Bolivia es signataria junto a 22 países de la Organización Iberoamericana de la Seguridad Social (OISS) desde el 2022 y desde marzo de 2024 tiene a cargo la Vicepresidencia del Área Andina.
La Gestora felicitó a ese organismo internacional por su 70 aniversario, durante los que ha promovido el bienestar económico y social de los países iberoamericanos mediante la coordinación, intercambio y aprovechamiento de experiencias mutuas en materia de seguridad social y protección social.
En ese encuentro iberoamericano el gerente de la Gestora transmitió a los asistentes la experiencia de Bolivia referente a la Ley del Fondo de la Renta Universal de Vejez (Renta Dignidad) promulgada en 2007, que es un beneficio no contributivo, destinado indiscriminadamente a todos los mayores de 60 años con montos de Bs300 y Bs350 que apoyan a los adultos mayores, constituyéndose en una “red de protección muy interesante porque permitió reducir la pobreza extrema”.

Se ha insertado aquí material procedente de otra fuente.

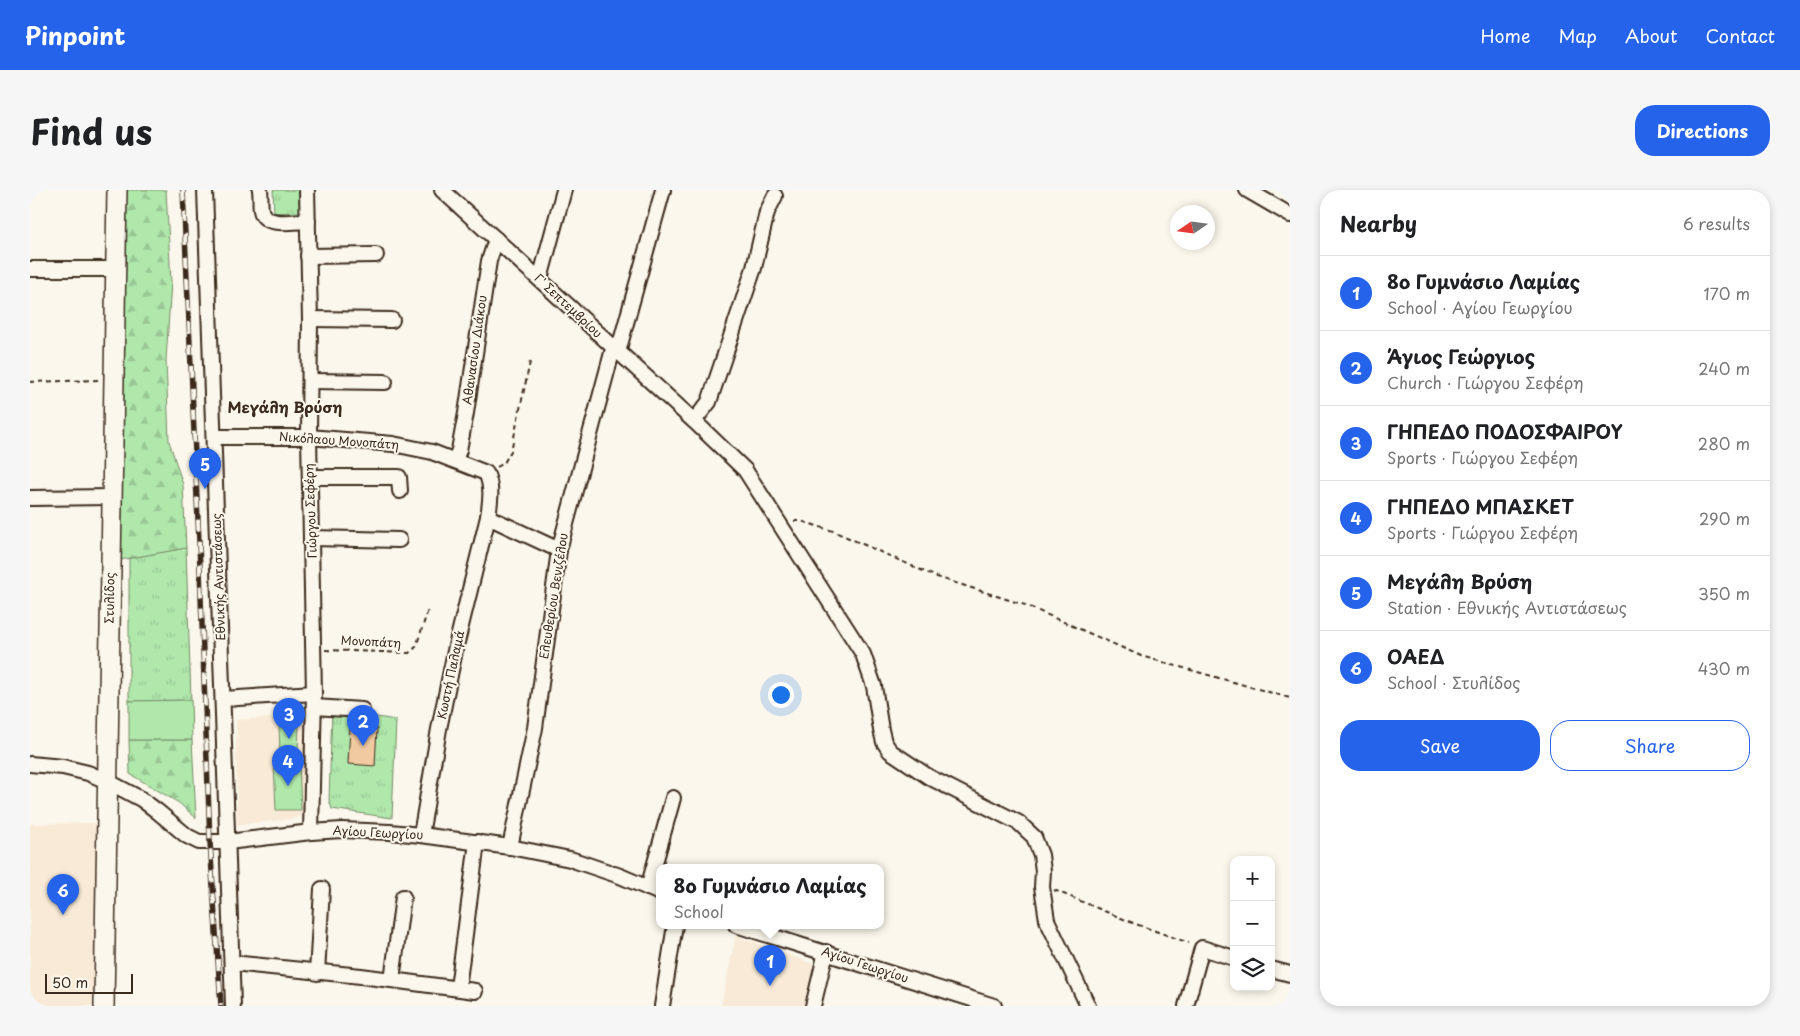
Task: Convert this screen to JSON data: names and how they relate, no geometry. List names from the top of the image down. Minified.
{"streets":{"main road":["Στυλίδος"],"street":["Γ' Σεπτεμβρίου","Αθανασίου Διάκου","Νικόλαου Μονοπάτη","Γιώργου Σεφέρη","Εθνικής Αντιστάσεως","Ελευθερίου Βενιζέλου","Κωστή Παλαμά","Αγίου Γεωργίου"],"path":["Μονοπάτη"]},"crossings":[["Γ' Σεπτεμβρίου","Αθανασίου Διάκου"],["Γ' Σεπτεμβρίου","Ελευθερίου Βενιζέλου"],["Αθανασίου Διάκου","Νικόλαου Μονοπάτη"],["Νικόλαου Μονοπάτη","Γιώργου Σεφέρη"],["Νικόλαου Μονοπάτη","Εθνικής Αντιστάσεως"],["Γιώργου Σεφέρη","Μονοπάτη"],["Γιώργου Σεφέρη","Αγίου Γεωργίου"],["Εθνικής Αντιστάσεως","Αγίου Γεωργίου"],["Ελευθερίου Βενιζέλου","Αγίου Γεωργίου"],["Στυλίδος","Αγίου Γεωργίου"],["Κωστή Παλαμά","Αγίου Γεωργίου"]],"districts":["Μεγάλη Βρύση"],"scale_bar":"50 m","north":"left","page":{"header":"Pinpoint","nav":["Home","Map","About","Contact"],"title":"Find us","buttons":["Directions",["Save","Share"]],"heading":["Nearby","6 results"],"list":[{"mark":"1","name":"8ο Γυμνάσιο Λαμίας","note":"School · Αγίου Γεωργίου","value":"170 m"},{"mark":"2","name":"Άγιος Γεώργιος","note":"Church · Γιώργου Σεφέρη","value":"240 m"},{"mark":"3","name":"ΓΗΠΕΔΟ ΠΟΔΟΣΦΑΙΡΟΥ","note":"Sports · Γιώργου Σεφέρη","value":"280 m"},{"mark":"4","name":"ΓΗΠΕΔΟ ΜΠΑΣΚΕΤ","note":"Sports · Γιώργου Σεφέρη","value":"290 m"},{"mark":"5","name":"Μεγάλη Βρύση","note":"Station · Εθνικής Αντιστάσεως","value":"350 m"},{"mark":"6","name":"ΟΑΕΔ","note":"School · Στυλίδος","value":"430 m"}],"pins":["5","3","2","4","6","1"],"map_buttons":["+","−"],"popup":["8ο Γυμνάσιο Λαμίας","School"],"scale":"50 m"}}
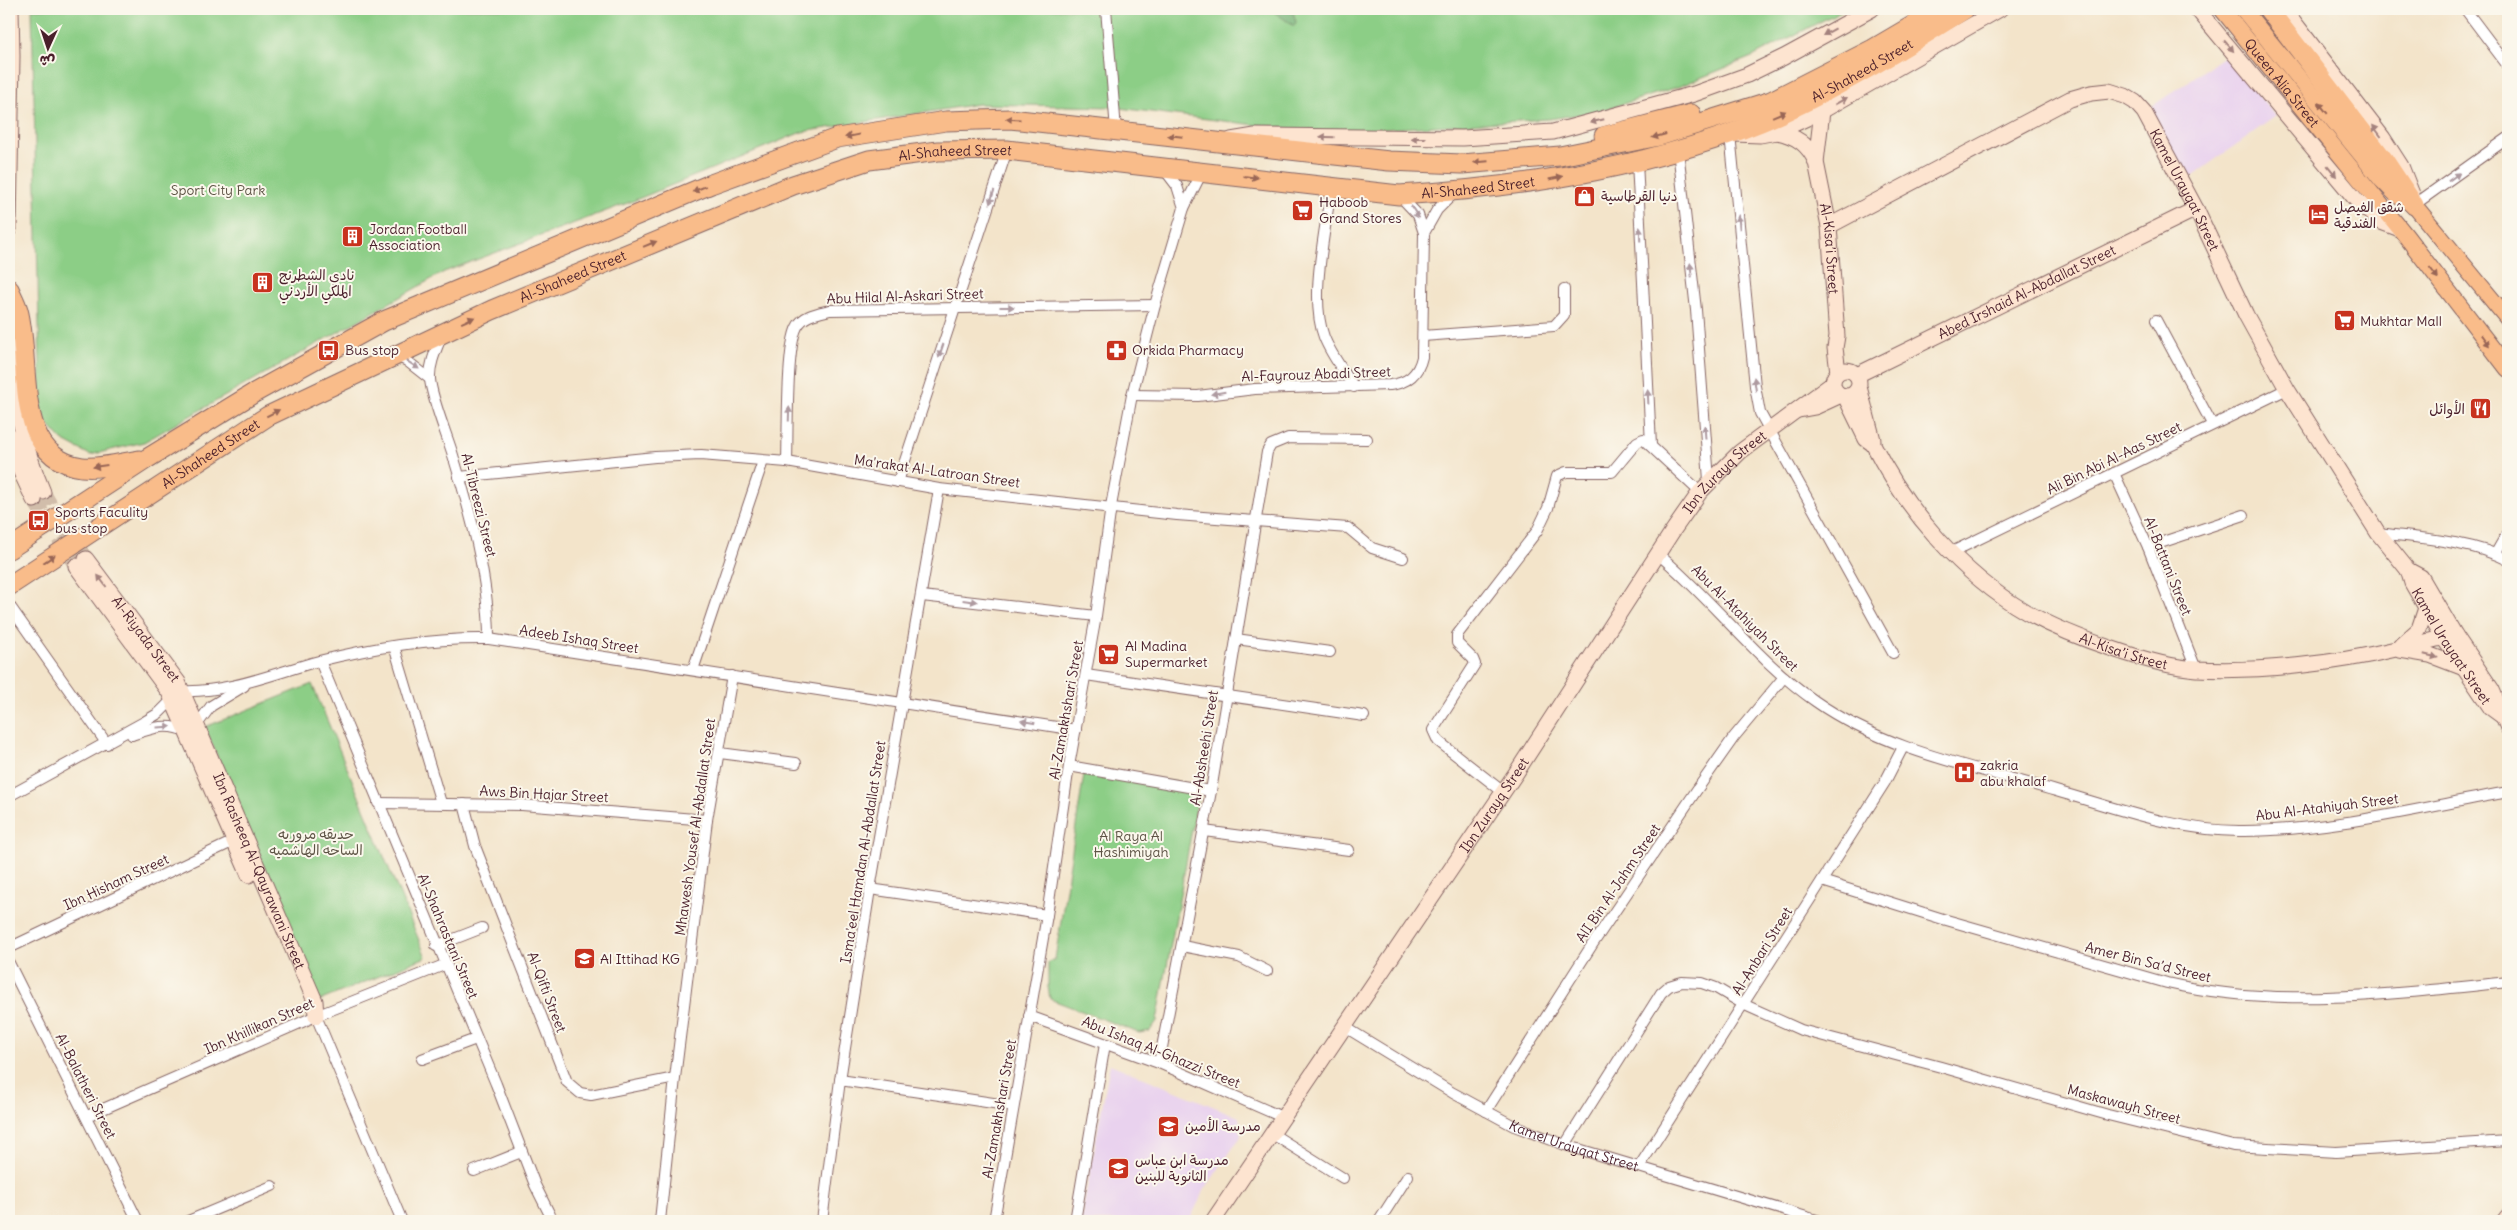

Narró los beneficios de la la Ley 065 de Pensiones que fue promulgada en 2010 la que permitió construir un sistema de pensiones sobre la base de tres regímenes: contributivo, semicontributivo y no contributivo, mismos que fueron ampliamente explicados y resaltados a los asistentes a ese evento.
“En la Gestora hemos recibido en 2023 la administración del Sistema de Pensiones con un fondo de 24 mil millones de dólares; al 30 de septiembre de 2024 ese fondo ha crecido a 27.200 millones de dólares, eso quiere decir que en más o menos en un año y cuatro meses ha logrado expandir en 3.200 millones de dólares, ha aumentado su rentabilidad y de hecho desde enero de 2025 estamos aumentando el monto de las pensiones solidarias gracias a la nueva Ley 1582”, señaló.
“Eso qué quiere decir, que se puede pagar una pensión no contributiva, se puede aumentar las pensiones solidarias y a la vez dar solidez al sistema financiero que permita sostener esas pensiones, en ese sentido consideramos que son aspectos que se pueden compartir como enseñanzas al mundo”, remarcó.
Manifestó su beneplácito por ese tipo de espacios ya que acceden el desarrollar una filosofía que permite establecer una visión “más humana respecto a lo que tiene que ser lo que nosotros en mi país llamamos el Vivir Bien”.
Señaló que los pilares no contributivos son fundamentales para la convivencia humana. Explicó que no se puede negar los derechos de la población únicamente por preocuparse por el equilibrio entre ingresos y gastos, como se ha visto en algunos de los países del mundo.
«Un sistema de seguridad social y de pensiones es, en esencia, un sistema de derechos; no es simplemente un esquema en el que se aporta ahora para disfrutar de los ahorros en el futuro. Ese es solo un aspecto importante del mecanismo de financiamiento, pero la esencia es un sistema de derechos que debe preservarse, independientemente de las ecuaciones contables, que sin duda también son relevantes», complementó.